In my firewall, just ahead of my final DROP statement on the input chain, I have an optional LOG action so I can see what is getting dropped. I turn it on from time to time and review the output to make sure I am not accidentally blocking traffic I should be allowing.

Recently, I have been seeing messages such as the following on one neighborhood router:

DROP input: in:AP out:(none), src-mac 00:02:6f:9b:ff:ea, proto UDP, 10.2.1.28:55133->10.0.0.2:51006, len 122

The source is my AP port, the source IP belongs to a subscriber whose kids I am pretty sure use torrents, but the target is the loopback address of the router. I don’t understand why a file sharing program would be whacking at the router’s loopback address (certainly the router has not advertised itself as a source of torrent material), and I don’t know if I should be concerned about this.

Even more strange, I also see this:

DROP input: in:Feed out:(none), src-mac 00:0c:42:76:3c:9c, proto UDP, 10.4.1.3:58668->10.0.0.2:53634, len 80

The source and source MAC belong to my core router, and the IP address shown belongs to a subscriber on a completely different neighborhood router – again, one with a kid that I am pretty sure uses torrents. To me, it’s extremely spooky that a subscriber in a different town is doing a “reach-around” through the core router to whack on the loopback address of a neighborhood router that isn’t even one that his traffic goes through.

In the end, I am, after all, dropping this particular traffic. But I’d like to know just to satisfy my curiosity what this torrent software thinks it is doing, and whether these messages indicate a larger problem that I should be addressing – perhaps some traffic that I ought to be looking for and blocking, but currently am not?

I’ve seen it where people have connected to proper private trackers - possible over VPN connections - and were told about private IPs as valid other endpoints. Then they tore down the VPN connection but left the torrent app running, which was continuing to try and hit those private IPs, but with the VPN connection down were now passing that traffic out via their normal WAN interface. In your case it’s a private IP that exists on a router loopback, so that’s where it ends up.

Wild, wild guess.

Fewi’s guess is close if not spot on.

The issue is someone is announcing a private IP (10.0.0.2) into a tracker, so client’s are trying to connect to it. This can be caused by private VPN based trackers, a client with bad NAT detection, or someone trying to seed from the same LAN as the tracker.

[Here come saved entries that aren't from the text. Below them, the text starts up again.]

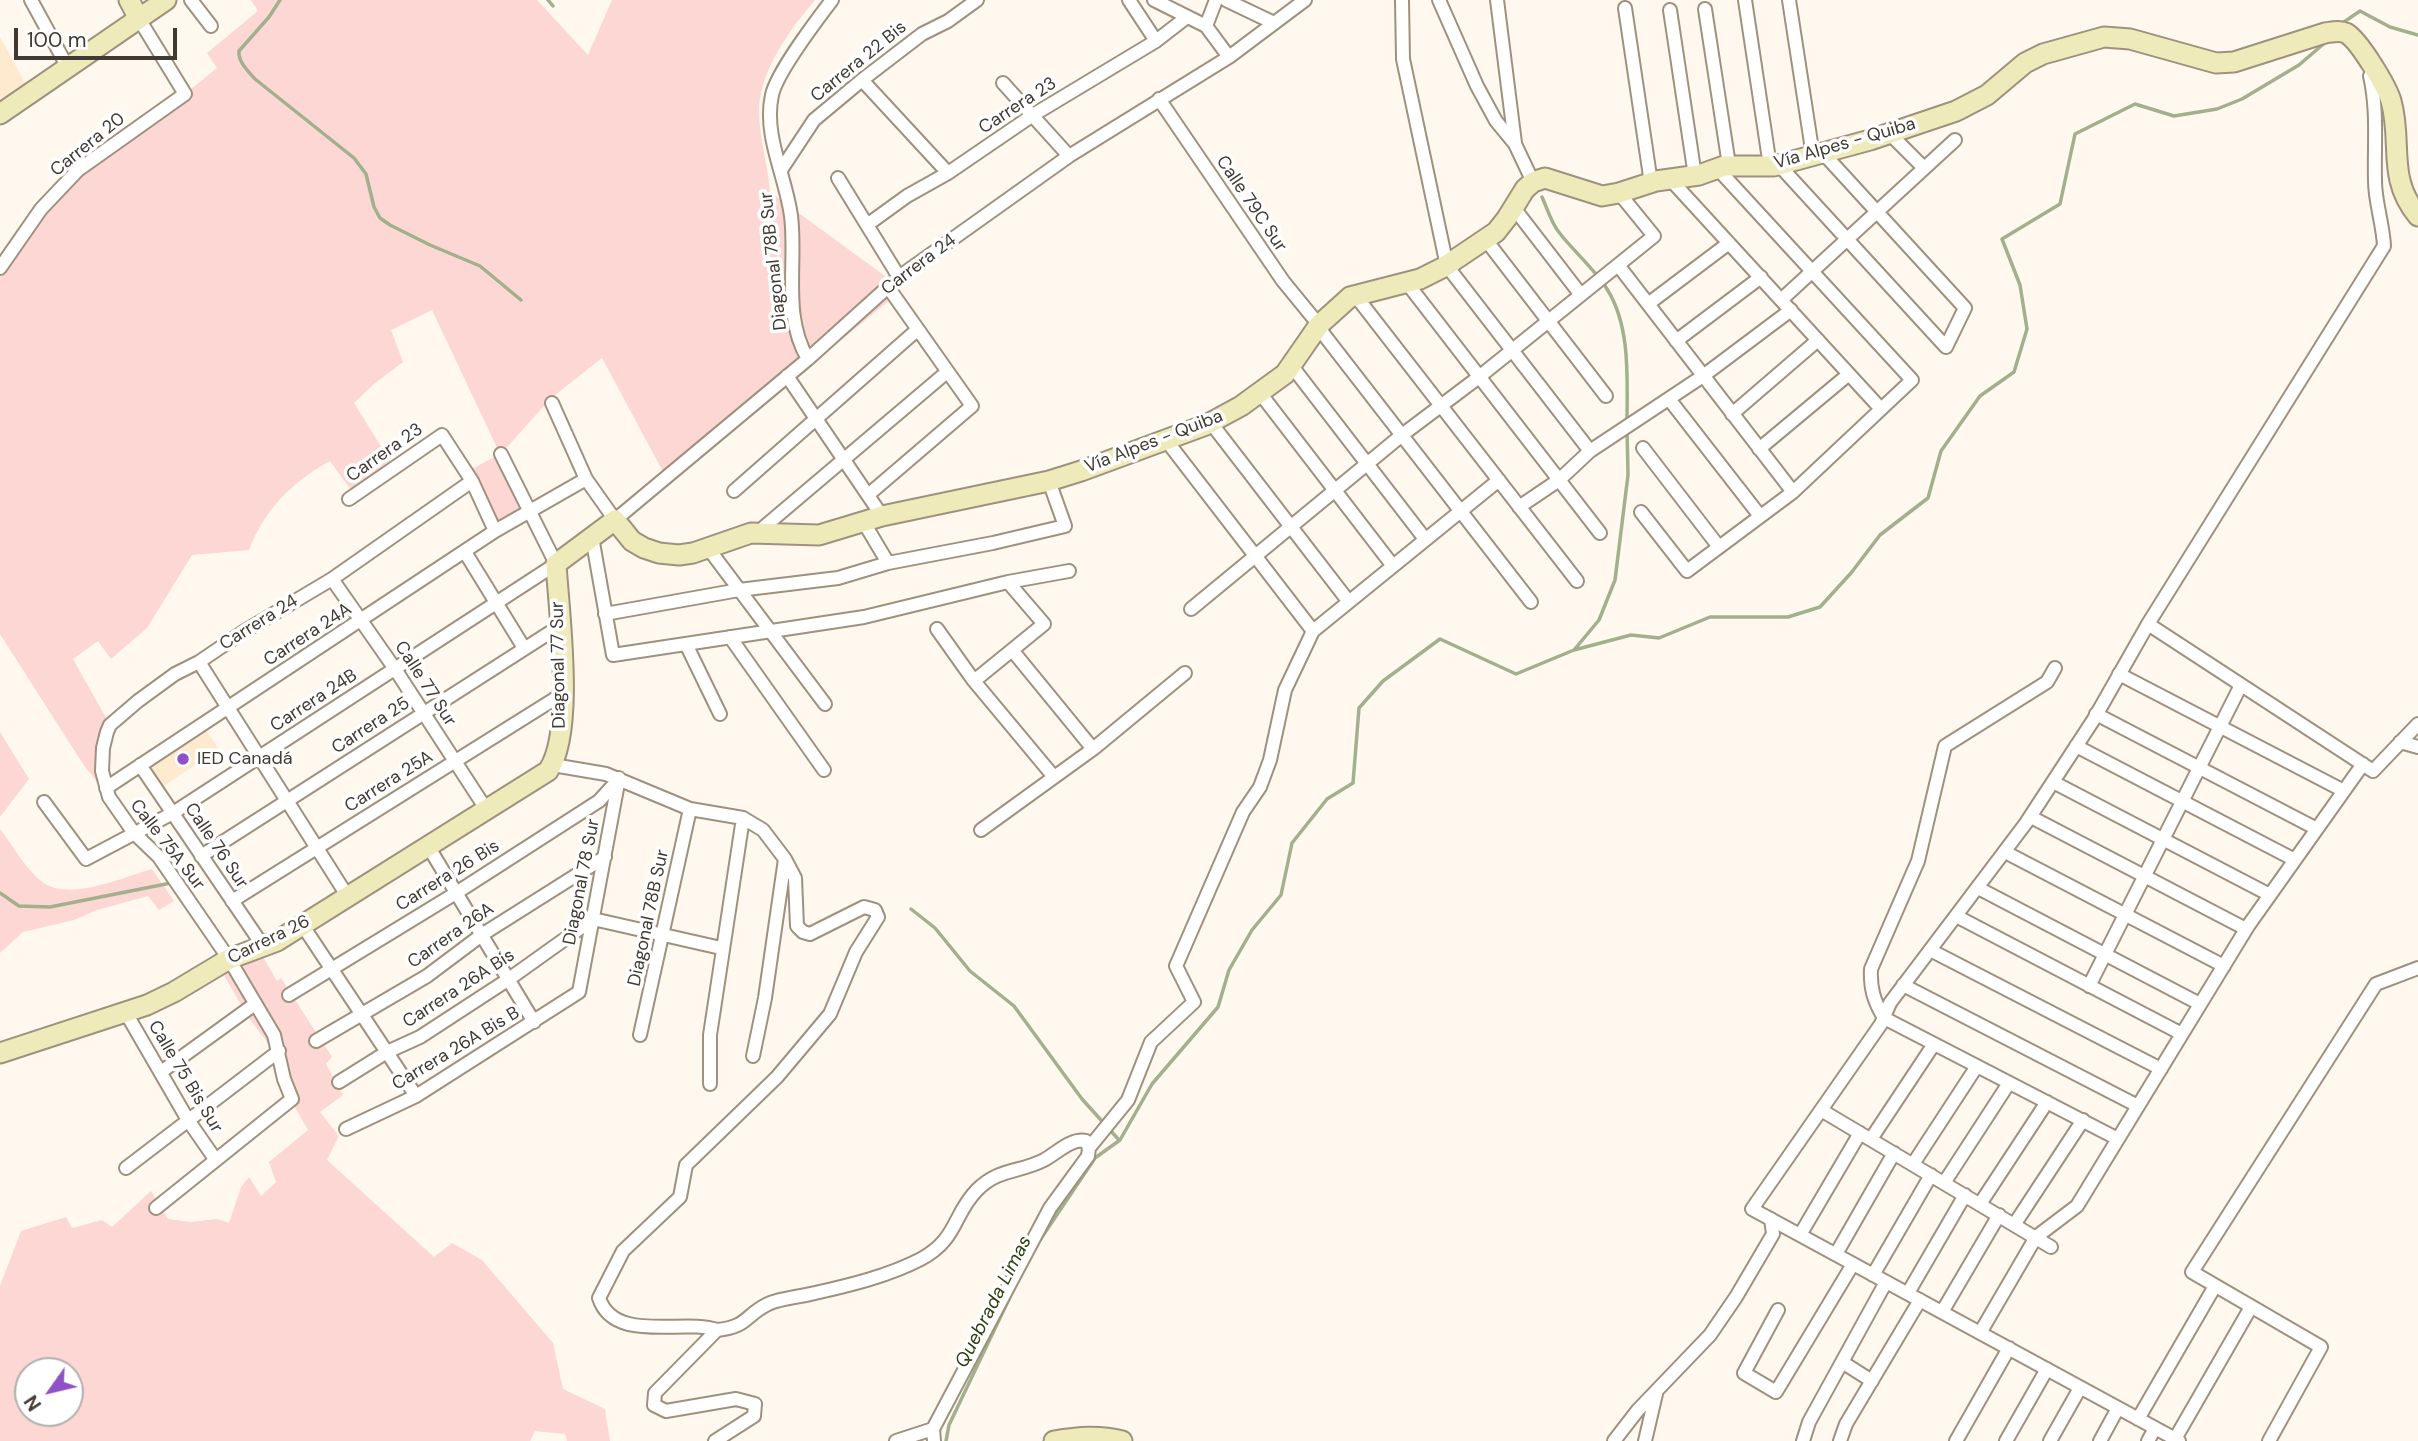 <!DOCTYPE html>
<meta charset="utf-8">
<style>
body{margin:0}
#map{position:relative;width:2418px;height:1441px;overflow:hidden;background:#fef8ef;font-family:"DM Sans",sans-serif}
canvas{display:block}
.north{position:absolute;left:14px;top:1357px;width:70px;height:70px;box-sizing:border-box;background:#fff;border:2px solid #b3b0ad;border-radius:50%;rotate:236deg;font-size:19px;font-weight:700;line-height:28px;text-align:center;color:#403a32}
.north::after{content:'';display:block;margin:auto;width:24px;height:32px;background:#9051c7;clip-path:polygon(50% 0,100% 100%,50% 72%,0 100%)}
.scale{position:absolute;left:14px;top:28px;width:163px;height:32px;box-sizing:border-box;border:4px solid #403a32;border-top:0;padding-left:9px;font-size:21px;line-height:24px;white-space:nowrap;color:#403a32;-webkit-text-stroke:5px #fff;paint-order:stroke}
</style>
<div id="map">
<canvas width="2418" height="1441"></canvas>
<div class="north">N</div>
<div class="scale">100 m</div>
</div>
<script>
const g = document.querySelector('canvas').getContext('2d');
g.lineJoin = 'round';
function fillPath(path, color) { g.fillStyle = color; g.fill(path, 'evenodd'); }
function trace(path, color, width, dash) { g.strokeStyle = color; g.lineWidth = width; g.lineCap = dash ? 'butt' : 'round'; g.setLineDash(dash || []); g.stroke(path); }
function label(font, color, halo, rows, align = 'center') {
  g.font = font + ' "DM Sans",sans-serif'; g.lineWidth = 7; g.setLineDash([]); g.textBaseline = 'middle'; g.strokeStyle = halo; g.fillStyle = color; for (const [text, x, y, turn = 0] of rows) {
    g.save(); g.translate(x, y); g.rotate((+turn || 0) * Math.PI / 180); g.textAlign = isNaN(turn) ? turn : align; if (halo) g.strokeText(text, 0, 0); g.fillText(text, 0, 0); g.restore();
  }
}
fillPath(new Path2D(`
 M0,37L27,86L0,106Z
 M206,730L219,749L161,788L148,769Z`), '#feebcf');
fillPath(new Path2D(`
 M251,0H537L588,55L612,0H815C791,28 759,71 759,111C759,138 768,165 770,192L889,279L901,291L668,481L602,358L550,399L501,454L527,508L499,523L472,469L500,454L432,310L391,330L403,362L374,384L354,403L390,461L351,490L330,461C293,481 264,510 249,550L192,555L147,628L111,659L98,641L73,659L110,725L107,732L109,797L83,764L0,634V268L78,170L185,94L217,68L207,53L258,11Z
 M0,732L29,779L0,817Z
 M0,829C13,846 25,868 41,881C68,903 123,877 152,869L174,901L159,910L148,896L97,910L74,920L23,932L0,953Z
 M263,957L277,981L281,978L332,1057L326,1064L343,1095L320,1112L339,1136L327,1160L434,1257L452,1243L482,1260L553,1343L563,1389L605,1409L610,1441H567L565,1434L535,1431L530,1441H0V1286L21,1231L66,1217L72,1228L102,1220L112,1227L151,1191L168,1219L191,1222L217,1219L229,1223L241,1187L249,1177L261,1196L276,1182L269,1162L308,1130L293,1104L300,1098L274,1051L248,1017L224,975ZM28,1371H70V1413H28Z`), '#fcd7d3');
trace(new Path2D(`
 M280,0L269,17L239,51C238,62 248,71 255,79L354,158L366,174L374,207L380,218L390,225L430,245L480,266L521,300
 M548,0L553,6
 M2341,24L2360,11L2390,27L2418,35
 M1542,197C1547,208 1551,222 1558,231C1573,251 1593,267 1607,289C1631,327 1627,379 1627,422
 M1574,650L1599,620L1615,580L1628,475L1627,429
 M0,893L19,906L50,907L171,883
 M911,909L935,928L970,971L1014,1006L1082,1099L1119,1140
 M1040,1240L1095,1158L1120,1140L1152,1084L1218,1007L1229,970L1252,930L1281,895L1292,843L1327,799L1353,783L1359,708L1383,681L1440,639L1516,674L1574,650L1631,635L1659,638L1710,617H1788L1820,607L1851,573L1880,535L1928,498L1941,451L1980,396L2014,372L2027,329L2020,285L2002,239L2060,204L2075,134L2135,104L2174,116L2217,109L2242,99L2299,65L2328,40
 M946,1441L949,1425L1010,1297`), '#a2b08e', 3.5);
const street = new Path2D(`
 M31,0L67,66
 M191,0L211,26
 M1129,0L1156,41
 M1154,0L1206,26L1229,57
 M1226,0L1274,23
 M1402,0L1403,59L1447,266L1590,451
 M1439,0L1477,86L1496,121L1515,144L1533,182
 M1497,0L1515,143
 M1745,0L1770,166
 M1789,0L1813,156
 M1625,8L1651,183
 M1705,9L1729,165
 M1670,10L1695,176
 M1206,26L1216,0
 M862,80L948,173
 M1003,83L1069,156
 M1159,99L1283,281L1319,325
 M1890,134L1924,168
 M1778,164L1946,347L1965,308L1823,153
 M781,170L814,120L862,80L922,34L948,21L977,0
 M838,178L899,277
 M1670,179L1881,409
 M1514,208L1581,295
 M867,225L907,196L948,173L1033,115L1156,41L1187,17
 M1486,240L1606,396
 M1618,265L1793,492
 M0,268L41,209L78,170L185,94L139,19
 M1407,283L1600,533
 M1355,295L1577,581
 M1781,300L1955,140
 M1648,304L1729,243
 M1318,327L1531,602
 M1676,341L1761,277
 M808,359C782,316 797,263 791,216C786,177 763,135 772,95C777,72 816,21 832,0
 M1291,365L1425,539
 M787,376L882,516
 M1260,393L1393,566
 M1669,399L1760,516
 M552,403L586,479L615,520L808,359L899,277L1069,156L1229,57L1305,0
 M1732,414L1818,340
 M1211,423L1349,602
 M1166,440L1313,631
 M1643,448L1719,547
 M1759,449L1849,374
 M734,491L917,330
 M868,495L972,406L888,287
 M349,499L442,435L472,481L495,531
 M1519,507L1559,480L1590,451L1703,376L1791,310
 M1641,512L1687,571L1793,492L1912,380L1716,167
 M863,521L888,563
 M762,533L764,527L947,372
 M592,537L613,655L864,617L1008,582L1044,624L974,681
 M708,548L825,704
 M465,552L524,648
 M332,579L395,669L486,809
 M1008,582L1069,571
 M1191,609L1402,435L1479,377L1654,236L1619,193
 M605,614L739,590L838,578L888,563L993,543L1065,526L1049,481
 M2148,624L2373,771L2418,724
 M937,629L974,681L1054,777
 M730,637L824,770
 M686,644L720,714
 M1012,650L1093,749
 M199,662L348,897
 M2055,668L2047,682L1945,746L1918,861L1871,969C1870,989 1874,1001 1884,1018L2118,1139
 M2119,674L2344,791
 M2096,714L2317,829
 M2400,742L2418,747
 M2076,746L2295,860
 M140,765L263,946
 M553,765L606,774L690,809L743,818L763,830L785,859L795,878L797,926L803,932L810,934L864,907L875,910L878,917L856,952L830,1014L777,1077L686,1165L680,1197L623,1251L599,1298C614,1344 684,1318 717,1330L655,1393L654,1405L666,1411L736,1399L755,1404L754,1416L715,1441
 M2053,782L2270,895
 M106,788L495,531L586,479
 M44,802L86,859L173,813L556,564L501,454
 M2031,817L2246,929
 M981,830L1093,749L1185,673
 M428,846L534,1022
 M2005,852L2224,966
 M201,856L560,626
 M1978,888L2200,1004
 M232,901L564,693
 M1956,916L2182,1034
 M303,926L416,1096
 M1930,950L2161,1069
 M1903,985L2138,1106
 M2089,986L2241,685
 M289,995L456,893L599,801L619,779
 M126,1013L188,1120L215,1159
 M640,1035L690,809
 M316,1041L427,976L483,934L605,857
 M753,1056L765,998L785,859
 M161,1072L255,1004
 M339,1082L387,1052L420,1037L509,979L593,919L721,948
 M710,1084V1035L743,818
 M1821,1110L2051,1247
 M346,1129L416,1096L579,992L619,778
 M1871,1139L1934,1044
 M1089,1148L1128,1100L1151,1042L1194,1002L1176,966L1243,812L1260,787L1270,760L1285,690L1313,631L1499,480
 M1913,1164L1977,1066
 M126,1168L279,1051
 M1944,1183L2009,1083
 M1980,1204L2047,1102
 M156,1208L292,1099L284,1079L274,1035L229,959L159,857L134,833L109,797L102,771L103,748L107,732L110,725L138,701L175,674L199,662L243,632L332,579L472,481
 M2014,1225L2083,1120
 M1800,1235L1860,1133
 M1836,1254L1894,1153
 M1873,1275L1931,1175
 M1908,1293L1965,1195
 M1778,1310L1744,1373L1776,1392L1853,1264
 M1942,1312L1999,1215
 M717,1330C748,1327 745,1315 768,1304C781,1298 800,1297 815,1293C851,1285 888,1276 921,1259C958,1239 953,1214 977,1190C999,1168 1019,1173 1044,1160C1057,1153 1071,1138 1086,1141L1089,1148L1088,1156L1050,1208L933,1429L934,1441
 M1980,1333L2036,1237L2077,1206L2248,926L2363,764
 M1842,1362L1872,1381
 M2138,1419L2215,1286
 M2175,1439L2251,1307
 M896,1441L933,1429
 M1614,1441L1638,1410L1710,1335L1736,1297L1773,1234L1771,1219
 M1645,1441L1656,1394
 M1803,1441L1809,1422L1886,1282
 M1840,1441L1846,1424L1920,1300
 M1956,1441L2009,1348
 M2006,1441L2047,1369
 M2050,1441L2080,1388
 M2100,1441L2118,1408
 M2148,1441L2155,1428
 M2179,1441L1752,1209L1881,1024L1890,1003L2026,823L2094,719L2148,624L2384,246C2383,224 2375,202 2375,181C2374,145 2378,111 2370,76L2374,69
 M2269,1441L2321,1347L2192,1272L2376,984L2418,968`);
const secondary = new Path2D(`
 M129,0L139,19
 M0,114L166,0
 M0,1053L147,1005L174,992L229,959L277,941L548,771C575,732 559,613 556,564L615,520L632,541L644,548L659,553L679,555L693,553L751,533L819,535L882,516L1049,481L1081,471L1206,425L1241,406L1285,374L1319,325L1350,297L1420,279L1444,267L1496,232L1507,218L1525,189L1533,182L1545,178L1602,196L1619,193L1656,181L1699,175L1724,166H1774L1804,158L1870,140L1956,111L1987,95L2025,63L2043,54L2104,37L2130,39L2216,63L2234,62L2325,33C2332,32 2340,30 2346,33C2359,40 2387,87 2391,101C2403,143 2386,177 2418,216
 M1054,1441C1078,1437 1099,1435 1122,1441`);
trace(street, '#9f917e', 16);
trace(secondary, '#9f917e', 23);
trace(street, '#fff', 12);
trace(secondary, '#efeab9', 19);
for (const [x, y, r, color] of [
 [183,759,7,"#9051c7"]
]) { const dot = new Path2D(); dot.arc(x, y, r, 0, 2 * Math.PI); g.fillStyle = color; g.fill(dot); trace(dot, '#fff', 2.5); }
label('18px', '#403a32', '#fff', [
 ["Carrera 22 Bis",859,62,-39],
 ["Carrera 23",1018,106,-33],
 ["Vía Alpes - Quiba",1845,144,-16],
 ["Carrera 20",88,145,-39],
 ["Calle 79C Sur",1251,204,56],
 ["Diagonal 78B Sur",774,261,-96],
 ["Carrera 24",919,265,-37],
 ["Vía Alpes - Quiba",1154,442,-21],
 ["Carrera 23",385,453,-35],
 ["Carrera 24",259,623,-32],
 ["Carrera 24A",308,635,-33],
 ["Diagonal 77 Sur",559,665,-91],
 ["Calle 77 Sur",425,684,57],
 ["Carrera 24B",314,701,-33],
 ["Carrera 25",371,726,-33],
 ["Carrera 25A",389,782,-32],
 ["Calle 75A Sur",167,845,52],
 ["Calle 76 Sur",216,846,56],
 ["Carrera 26 Bis",448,876,-32],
 ["Diagonal 78 Sur",582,882,-79],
 ["Diagonal 78B Sur",649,918,-78],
 ["Carrera 26A",451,936,-35],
 ["Carrera 26",269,940,-26],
 ["Carrera 26A Bis",459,989,-33],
 ["Carrera 26A Bis B",456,1049,-31],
 ["Calle 75 Bis Sur",185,1077,59]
]);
label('18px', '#403a32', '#fff', [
 ["IED Canadá",197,759]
], 'left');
label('italic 19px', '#2b3f0f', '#fff', [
 ["Quebrada Limas",994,1302,-63]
]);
</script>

This is not an attack aimed it your specific tower, it just happens that your loopback is the same as a common private IP address. If you want to see a lot more similar traffic, set a log to capture all UDP packets sent to 192.168.1.100 (linksys default first client IP). It’s nothing to worry about, but a dead giveaway of torrent traffic.

Ah, the second explanation is one I can follow. Though it wouldn’t explain why I’m not seeing even MORE bogus traffic aimed at 10.0.0.1, the loopback address of my core router, which should be even more globally popular as a default address for remote SOHO routers, and is eminently addressable by the usual suspects running torrents on my network.

A router wouldn’t be participating in bittorrent. 10.0.01 would be a router IP. You’d see traffic to private IPs clients commonly have. Hence the reference to 192.168.1.100, which is the default first IP a Linksys SoHo router issues via DHCP.

Of course, that makes perfect sense!